*Stored data*.

*-*-*

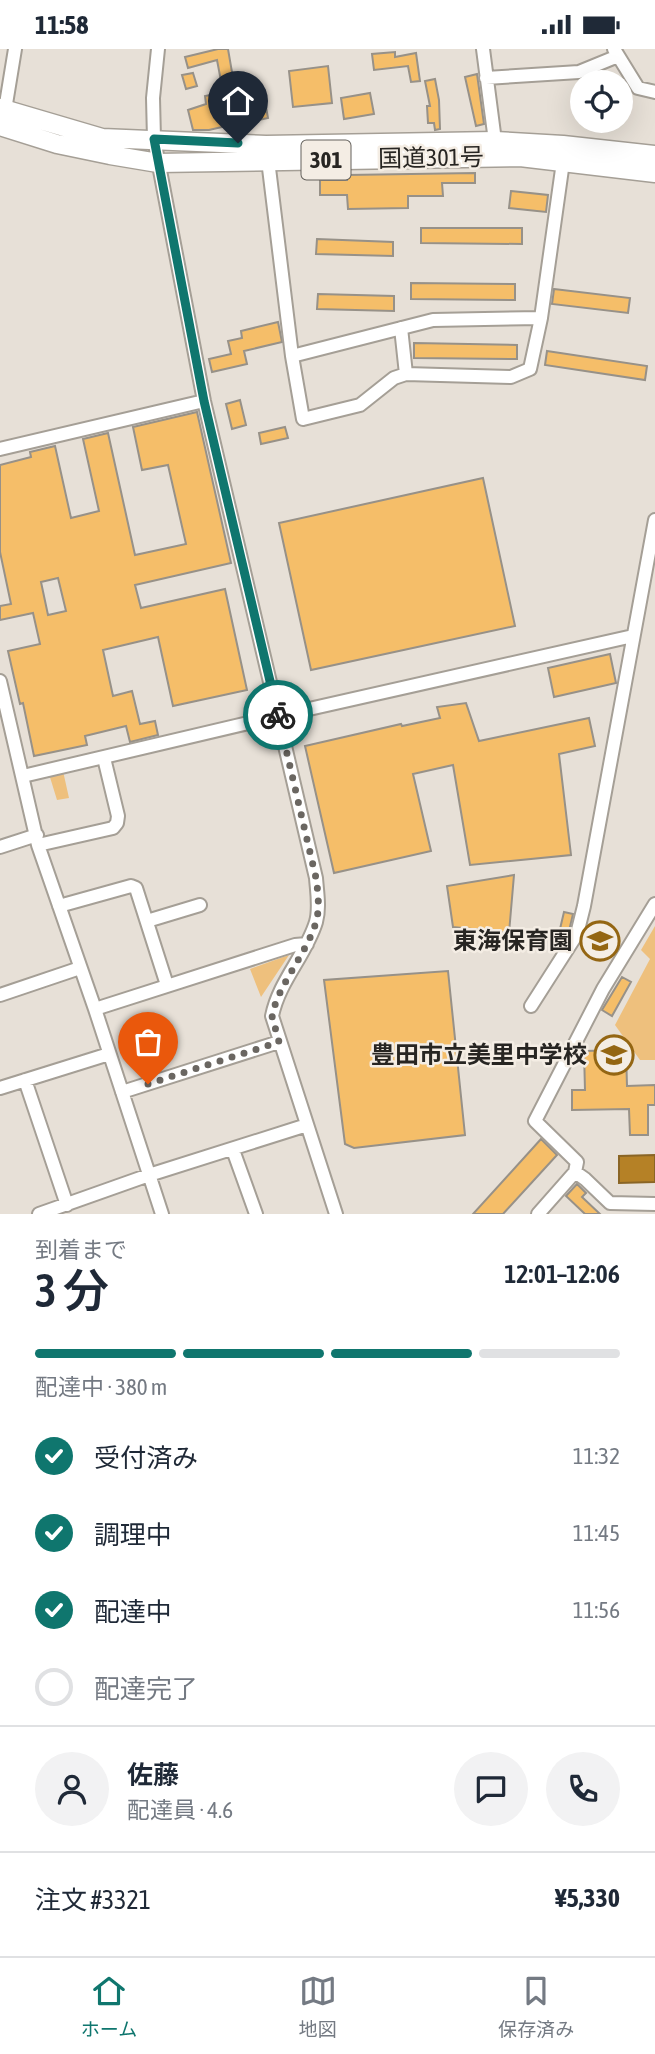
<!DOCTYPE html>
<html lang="ja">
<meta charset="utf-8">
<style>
body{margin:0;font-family:"Asap Condensed","Noto Sans JP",sans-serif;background:#f2f2f3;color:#1f2937;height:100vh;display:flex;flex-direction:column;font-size:26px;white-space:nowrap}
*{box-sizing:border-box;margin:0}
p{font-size:23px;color:#747a83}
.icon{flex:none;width:38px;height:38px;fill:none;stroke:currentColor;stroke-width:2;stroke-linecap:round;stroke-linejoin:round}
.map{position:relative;height:1165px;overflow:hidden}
.drawer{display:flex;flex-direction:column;background:#fff;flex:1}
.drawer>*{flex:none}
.controls{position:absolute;left:570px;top:21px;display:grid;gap:14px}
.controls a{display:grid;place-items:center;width:63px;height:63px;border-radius:50%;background:#fff;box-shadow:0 7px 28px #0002;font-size:35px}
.pin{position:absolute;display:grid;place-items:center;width:60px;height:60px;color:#fff;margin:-72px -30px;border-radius:50% 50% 50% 0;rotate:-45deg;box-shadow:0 0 7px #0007}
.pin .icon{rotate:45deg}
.courier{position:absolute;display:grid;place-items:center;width:70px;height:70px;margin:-35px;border:5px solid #0f766e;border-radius:50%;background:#fff;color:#222;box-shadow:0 2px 9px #0007}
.headline em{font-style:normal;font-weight:600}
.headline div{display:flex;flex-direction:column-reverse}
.headline{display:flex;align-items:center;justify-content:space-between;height:119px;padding:0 35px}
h1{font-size:46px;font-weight:600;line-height:52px}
.bar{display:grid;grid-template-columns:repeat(4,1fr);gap:10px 7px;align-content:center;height:84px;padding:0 35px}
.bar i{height:9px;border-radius:5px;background:#e0e1e3}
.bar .selected{background:#0f766e}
.bar p{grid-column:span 4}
.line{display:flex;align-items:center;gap:18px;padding:0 35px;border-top:2px solid #e0e1e3}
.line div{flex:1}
.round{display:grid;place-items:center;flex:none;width:74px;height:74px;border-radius:37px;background:#f2f2f3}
ol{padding:0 35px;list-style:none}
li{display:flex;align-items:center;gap:21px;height:77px}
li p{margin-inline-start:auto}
li .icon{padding:7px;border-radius:50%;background:#0f766e;color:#fff;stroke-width:4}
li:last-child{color:#747a83}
li i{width:38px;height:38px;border:4px solid #e0e1e3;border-radius:50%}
.status{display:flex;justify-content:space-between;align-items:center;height:49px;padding:0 35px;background:#fff;direction:ltr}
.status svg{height:19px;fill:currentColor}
.menu{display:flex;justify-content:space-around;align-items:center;height:98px;border-top:2px solid #e0e1e3;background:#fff;font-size:19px;color:#747a83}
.menu a{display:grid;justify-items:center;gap:4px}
.menu .selected{color:#0f766e}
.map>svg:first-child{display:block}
.green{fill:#eec07d}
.water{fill:#b58126;stroke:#8a6525;stroke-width:2}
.building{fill:#f5be69;stroke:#979188;stroke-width:2;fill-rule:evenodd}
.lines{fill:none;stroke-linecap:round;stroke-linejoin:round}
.minor-casing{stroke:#a59f96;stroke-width:16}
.highway-casing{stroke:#a59f96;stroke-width:21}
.minor{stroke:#fff;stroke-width:12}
.highway{stroke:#fff;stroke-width:18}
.done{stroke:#6a6661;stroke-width:7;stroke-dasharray:0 12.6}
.route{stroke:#0f766e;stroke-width:9}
.labels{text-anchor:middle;stroke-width:5;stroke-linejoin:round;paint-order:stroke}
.shield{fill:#f4ede4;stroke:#64615c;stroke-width:2}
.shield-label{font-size:23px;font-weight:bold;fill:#272522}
.street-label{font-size:24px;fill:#272522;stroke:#f4ede4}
.poi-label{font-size:24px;font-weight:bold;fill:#272522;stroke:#f4ede4;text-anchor:end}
</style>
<div class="status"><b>11:58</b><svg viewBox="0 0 49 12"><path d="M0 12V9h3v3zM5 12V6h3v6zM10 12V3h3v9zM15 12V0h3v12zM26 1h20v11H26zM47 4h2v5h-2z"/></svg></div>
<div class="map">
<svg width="655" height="1165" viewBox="0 0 655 1165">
<rect width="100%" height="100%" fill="#e7e0d7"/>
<path class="green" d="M 63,722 L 69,749 L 57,751 L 49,725 Z
M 655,877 L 655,1011 L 640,1011 L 615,976 L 650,910 L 641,901 Z
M 289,906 L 261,948 L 250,920 Z"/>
<path class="water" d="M 655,1106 L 655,1133 L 619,1134 L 619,1107 Z"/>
<path class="building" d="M 218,0 L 228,0 L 233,29 L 221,32 L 217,11 L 188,19 L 185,8 Z
M 395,3 L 395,8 L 416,4 L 420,32 L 411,33 L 408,17 L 374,21 L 372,5 Z
M 328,17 L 332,54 L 293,58 L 289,22 Z
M 193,24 L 197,37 L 186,40 L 182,26 Z
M 477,25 L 484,75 L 476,77 L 465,28 Z
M 435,30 L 439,51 L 440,80 L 435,81 L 434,74 L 428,74 L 427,57 L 430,57 L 425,32 Z
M 221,44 L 224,61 L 242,56 L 242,45 L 253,45 L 253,61 L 266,58 L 268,69 L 249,73 L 234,73 L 235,75 L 209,81 L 193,81 L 188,61 L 206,55 L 205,47 Z
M 370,44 L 374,65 L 344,70 L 341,49 Z
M 475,124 L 475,134 L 442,134 L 443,147 L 408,147 L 408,159 L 348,160 L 347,146 L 320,146 L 320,131 L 347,131 L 347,126 Z
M 511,142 L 548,146 L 546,163 L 509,159 Z
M 421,179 L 522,179 L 522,195 L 421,194 Z
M 317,190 L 393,193 L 393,207 L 316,205 Z
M 411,234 L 515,235 L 515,251 L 411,250 Z
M 554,240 L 630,249 L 628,264 L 552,255 Z
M 318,245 L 394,247 L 394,262 L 317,260 Z
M 278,273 L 282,293 L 244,302 L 247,315 L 212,323 L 209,310 L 231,305 L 228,292 L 242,289 L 241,282 Z
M 414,294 L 517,296 L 517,310 L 414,309 Z
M 547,302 L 647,317 L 645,331 L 545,316 Z
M 240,351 L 246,376 L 232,380 L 226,355 Z
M 197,363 L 231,514 L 135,536 L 141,559 L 225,540 L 247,641 L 173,657 L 158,588 L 103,601 L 113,647 L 132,642 L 140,675 L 155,672 L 158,686 L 130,693 L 126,677 L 85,687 L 87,696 L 34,707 L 23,654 L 20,655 L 8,602 L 40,595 L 33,564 L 0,571 L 0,557 L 11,555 L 0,503 L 0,416 L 31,408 L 30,403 L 55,397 L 71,469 L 99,462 L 83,390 L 108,384 L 135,506 L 186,495 L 168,416 L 142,421 L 133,378 ZM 58,529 L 66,562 L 48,566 L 41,533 Z
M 285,378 L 288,389 L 261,395 L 259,384 Z
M 483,429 L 515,577 L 311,621 L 279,474 Z
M 610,605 L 616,634 L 554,648 L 548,619 Z
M 466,654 L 479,692 L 589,669 L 595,697 L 559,705 L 571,806 L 470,816 L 453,716 L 413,725 L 431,802 L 334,824 L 305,697 L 401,675 L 402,677 L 440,669 L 437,658 Z
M 514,826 L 509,884 L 453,878 L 447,837 Z
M 564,863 L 573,865 L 569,882 L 560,880 Z
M 448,922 L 465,1086 L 354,1099 L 345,1095 L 324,931 Z
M 622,928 L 631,933 L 612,967 L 602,961 Z
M 626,1001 L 627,1037 L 655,1036 L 655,1056 L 648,1056 L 648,1086 L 630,1086 L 629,1060 L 572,1061 L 572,1041 L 585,1041 L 584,1002 Z
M 541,1090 L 557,1106 L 503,1165 L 473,1165 Z
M 577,1135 L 586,1144 L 582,1148 L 600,1165 L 585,1165 L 566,1147 Z"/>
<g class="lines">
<g class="minor-casing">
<path id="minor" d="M 158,0 L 153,49 L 154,90 L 204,352 L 316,829 C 317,843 320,859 316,873 C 306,906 279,932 272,967 L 336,1165
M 483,0 L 495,92
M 614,0 L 638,39 L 655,43
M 486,29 L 579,23 L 618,7
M 5,61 L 15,0
M 268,111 L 292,307 L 303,370 L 360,356 L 394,329 L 406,325 L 511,328 L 530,320 L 541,269
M 401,279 L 406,325
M 292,307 L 433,271 L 541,269 L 563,113
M 0,400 L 204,352
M 0,632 L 38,796 L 95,960 L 162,1165
M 23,727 L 278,667 L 633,587
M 38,796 L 113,779 L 117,774 L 118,767 L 104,709
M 0,798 L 37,786
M 59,857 L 131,837 L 136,839 L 167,936
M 147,872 L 200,856
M 0,946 L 80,919
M 531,957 L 577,885 L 584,857 L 655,471
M 95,960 L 295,896 L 307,895
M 25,1031 L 67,1156
M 0,1039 L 109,1005
M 122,1043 L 279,993
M 233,1101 L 256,1165
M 575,1123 L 585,1130 L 610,1154 L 655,1155
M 39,1165 L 149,1126 L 307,1076
M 538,1165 L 575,1123 L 577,1113 L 535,1072 L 603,940 L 655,855"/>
</g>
<g class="highway-casing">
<path id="highway" d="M 0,59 L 102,89 L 266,96 L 495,92 L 563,96 L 655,106
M 0,77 L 57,95 L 110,106 L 158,114 L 520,108 L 655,124"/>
</g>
<use href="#minor" class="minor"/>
<use href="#highway" class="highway"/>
</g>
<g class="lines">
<path class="done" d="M 148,1035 L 279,993 L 272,967 L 275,956 C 285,927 307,903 316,873 C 320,859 318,843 316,829 L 278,666"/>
<path class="route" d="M 238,94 L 154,90 L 204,352 L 278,666"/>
</g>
<defs>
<g id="school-ring" transform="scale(2.0125)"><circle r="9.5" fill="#f4ede4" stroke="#946613" stroke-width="1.5"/><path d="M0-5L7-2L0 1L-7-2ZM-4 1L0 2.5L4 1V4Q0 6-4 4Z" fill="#946613"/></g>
</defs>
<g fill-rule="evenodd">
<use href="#school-ring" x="600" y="892"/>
<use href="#school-ring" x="614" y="1006"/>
</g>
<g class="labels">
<rect class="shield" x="301.5" y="91.5" width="49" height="39" rx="5"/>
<g class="shield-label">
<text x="326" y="119">301</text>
</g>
<g class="street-label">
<text transform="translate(431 109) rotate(-1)" y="8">国道301号</text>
</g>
<g class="poi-label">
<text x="573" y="900">東海保育園</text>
<text x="587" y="1014">豊田市立美里中学校</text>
</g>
</g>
</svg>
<div class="controls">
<a><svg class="icon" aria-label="locate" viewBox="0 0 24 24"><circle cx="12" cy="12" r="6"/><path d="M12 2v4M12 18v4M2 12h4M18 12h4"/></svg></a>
</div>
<div class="pin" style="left:148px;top:1035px;background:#ea580c"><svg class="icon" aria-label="bag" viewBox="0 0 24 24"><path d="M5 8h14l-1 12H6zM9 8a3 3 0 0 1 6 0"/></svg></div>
<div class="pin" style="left:238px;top:94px;background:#1f2937"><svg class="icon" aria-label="home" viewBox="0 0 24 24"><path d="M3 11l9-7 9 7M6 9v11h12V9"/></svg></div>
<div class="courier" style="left:278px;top:666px"><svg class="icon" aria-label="bike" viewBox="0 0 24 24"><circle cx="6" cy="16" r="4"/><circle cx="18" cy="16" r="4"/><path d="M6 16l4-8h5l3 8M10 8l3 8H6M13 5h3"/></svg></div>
</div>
<section class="drawer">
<div class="headline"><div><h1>3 分</h1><p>到着まで</p></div><em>12:01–12:06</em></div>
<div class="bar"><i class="selected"></i><i class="selected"></i><i class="selected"></i><i></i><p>配達中 · 380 m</p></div>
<ol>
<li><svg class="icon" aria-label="check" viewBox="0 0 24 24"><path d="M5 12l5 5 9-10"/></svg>受付済み<p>11:32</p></li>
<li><svg class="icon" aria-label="check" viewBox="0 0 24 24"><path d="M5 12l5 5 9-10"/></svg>調理中<p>11:45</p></li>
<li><svg class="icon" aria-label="check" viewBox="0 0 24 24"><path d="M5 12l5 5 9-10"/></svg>配達中<p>11:56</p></li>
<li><i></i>配達完了</li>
</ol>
<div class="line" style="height:126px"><a class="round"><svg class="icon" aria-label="person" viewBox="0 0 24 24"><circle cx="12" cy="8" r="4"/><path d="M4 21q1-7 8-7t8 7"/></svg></a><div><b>佐藤</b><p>配達員 · 4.6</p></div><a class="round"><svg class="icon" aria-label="chat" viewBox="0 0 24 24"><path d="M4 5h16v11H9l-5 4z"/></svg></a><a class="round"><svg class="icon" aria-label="phone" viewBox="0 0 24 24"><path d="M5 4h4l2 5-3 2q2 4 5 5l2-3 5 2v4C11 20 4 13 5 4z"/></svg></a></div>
<div class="line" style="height:91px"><div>注文 #3321</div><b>¥5,330</b></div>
</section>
<nav class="menu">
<a class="selected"><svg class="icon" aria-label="home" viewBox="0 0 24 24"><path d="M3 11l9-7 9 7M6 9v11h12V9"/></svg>ホーム</a>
<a><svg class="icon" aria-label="map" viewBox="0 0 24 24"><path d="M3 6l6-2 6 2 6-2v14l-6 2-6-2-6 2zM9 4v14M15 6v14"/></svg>地図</a>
<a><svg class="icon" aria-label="saved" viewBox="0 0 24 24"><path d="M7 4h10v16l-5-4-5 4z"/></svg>保存済み</a>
</nav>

*-*-*

Each line of the records above that holds the word "rule" should be counted, and only the final number stated.

2